**DATA LISTING**.
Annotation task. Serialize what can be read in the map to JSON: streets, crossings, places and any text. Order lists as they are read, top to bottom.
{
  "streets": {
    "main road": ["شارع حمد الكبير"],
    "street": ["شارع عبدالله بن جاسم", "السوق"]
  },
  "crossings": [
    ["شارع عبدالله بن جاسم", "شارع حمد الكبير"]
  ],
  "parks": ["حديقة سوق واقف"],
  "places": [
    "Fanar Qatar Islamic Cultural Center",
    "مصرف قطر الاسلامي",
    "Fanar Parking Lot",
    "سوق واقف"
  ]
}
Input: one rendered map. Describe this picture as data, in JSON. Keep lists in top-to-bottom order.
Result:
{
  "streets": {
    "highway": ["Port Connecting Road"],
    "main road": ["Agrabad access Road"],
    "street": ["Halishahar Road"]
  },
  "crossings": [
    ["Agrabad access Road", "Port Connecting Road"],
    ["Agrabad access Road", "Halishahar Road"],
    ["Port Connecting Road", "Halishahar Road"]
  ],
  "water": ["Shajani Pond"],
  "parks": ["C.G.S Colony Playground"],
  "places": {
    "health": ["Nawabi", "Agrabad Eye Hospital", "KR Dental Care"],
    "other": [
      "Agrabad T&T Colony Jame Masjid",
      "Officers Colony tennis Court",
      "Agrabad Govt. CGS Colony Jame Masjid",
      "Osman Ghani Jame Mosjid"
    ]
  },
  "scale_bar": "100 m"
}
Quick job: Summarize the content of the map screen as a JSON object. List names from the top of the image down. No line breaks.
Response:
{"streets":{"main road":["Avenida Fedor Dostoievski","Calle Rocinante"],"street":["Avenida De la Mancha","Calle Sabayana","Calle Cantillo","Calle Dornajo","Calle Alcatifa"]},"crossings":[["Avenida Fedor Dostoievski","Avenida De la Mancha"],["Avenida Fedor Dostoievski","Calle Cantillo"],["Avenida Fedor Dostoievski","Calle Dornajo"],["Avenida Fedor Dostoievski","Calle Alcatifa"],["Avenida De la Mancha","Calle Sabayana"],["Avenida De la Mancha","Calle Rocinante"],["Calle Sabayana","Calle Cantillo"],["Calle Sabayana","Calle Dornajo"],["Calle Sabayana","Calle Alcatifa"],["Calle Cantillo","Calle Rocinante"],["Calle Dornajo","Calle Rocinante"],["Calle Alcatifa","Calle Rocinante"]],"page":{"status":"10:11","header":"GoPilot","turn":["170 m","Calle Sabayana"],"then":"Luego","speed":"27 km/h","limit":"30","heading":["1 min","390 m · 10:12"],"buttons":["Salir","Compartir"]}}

**WHAT THE TASK ASKS**. Print the records above exactly. Omit nothing.

**EXERCISE RESPONSE**.
Annotation task. Serialize what can be read in the map to JSON: streets, crossings, places and any text. Order lists as they are read, top to bottom.
{
  "streets": {
    "main road": ["شارع حمد الكبير"],
    "street": ["شارع عبدالله بن جاسم", "السوق"]
  },
  "crossings": [
    ["شارع عبدالله بن جاسم", "شارع حمد الكبير"]
  ],
  "parks": ["حديقة سوق واقف"],
  "places": [
    "Fanar Qatar Islamic Cultural Center",
    "مصرف قطر الاسلامي",
    "Fanar Parking Lot",
    "سوق واقف"
  ]
}
Input: one rendered map. Describe this picture as data, in JSON. Keep lists in top-to-bottom order.
Result:
{
  "streets": {
    "highway": ["Port Connecting Road"],
    "main road": ["Agrabad access Road"],
    "street": ["Halishahar Road"]
  },
  "crossings": [
    ["Agrabad access Road", "Port Connecting Road"],
    ["Agrabad access Road", "Halishahar Road"],
    ["Port Connecting Road", "Halishahar Road"]
  ],
  "water": ["Shajani Pond"],
  "parks": ["C.G.S Colony Playground"],
  "places": {
    "health": ["Nawabi", "Agrabad Eye Hospital", "KR Dental Care"],
    "other": [
      "Agrabad T&T Colony Jame Masjid",
      "Officers Colony tennis Court",
      "Agrabad Govt. CGS Colony Jame Masjid",
      "Osman Ghani Jame Mosjid"
    ]
  },
  "scale_bar": "100 m"
}
Quick job: Summarize the content of the map screen as a JSON object. List names from the top of the image down. No line breaks.
Response:
{"streets":{"main road":["Avenida Fedor Dostoievski","Calle Rocinante"],"street":["Avenida De la Mancha","Calle Sabayana","Calle Cantillo","Calle Dornajo","Calle Alcatifa"]},"crossings":[["Avenida Fedor Dostoievski","Avenida De la Mancha"],["Avenida Fedor Dostoievski","Calle Cantillo"],["Avenida Fedor Dostoievski","Calle Dornajo"],["Avenida Fedor Dostoievski","Calle Alcatifa"],["Avenida De la Mancha","Calle Sabayana"],["Avenida De la Mancha","Calle Rocinante"],["Calle Sabayana","Calle Cantillo"],["Calle Sabayana","Calle Dornajo"],["Calle Sabayana","Calle Alcatifa"],["Calle Cantillo","Calle Rocinante"],["Calle Dornajo","Calle Rocinante"],["Calle Alcatifa","Calle Rocinante"]],"page":{"status":"10:11","header":"GoPilot","turn":["170 m","Calle Sabayana"],"then":"Luego","speed":"27 km/h","limit":"30","heading":["1 min","390 m · 10:12"],"buttons":["Salir","Compartir"]}}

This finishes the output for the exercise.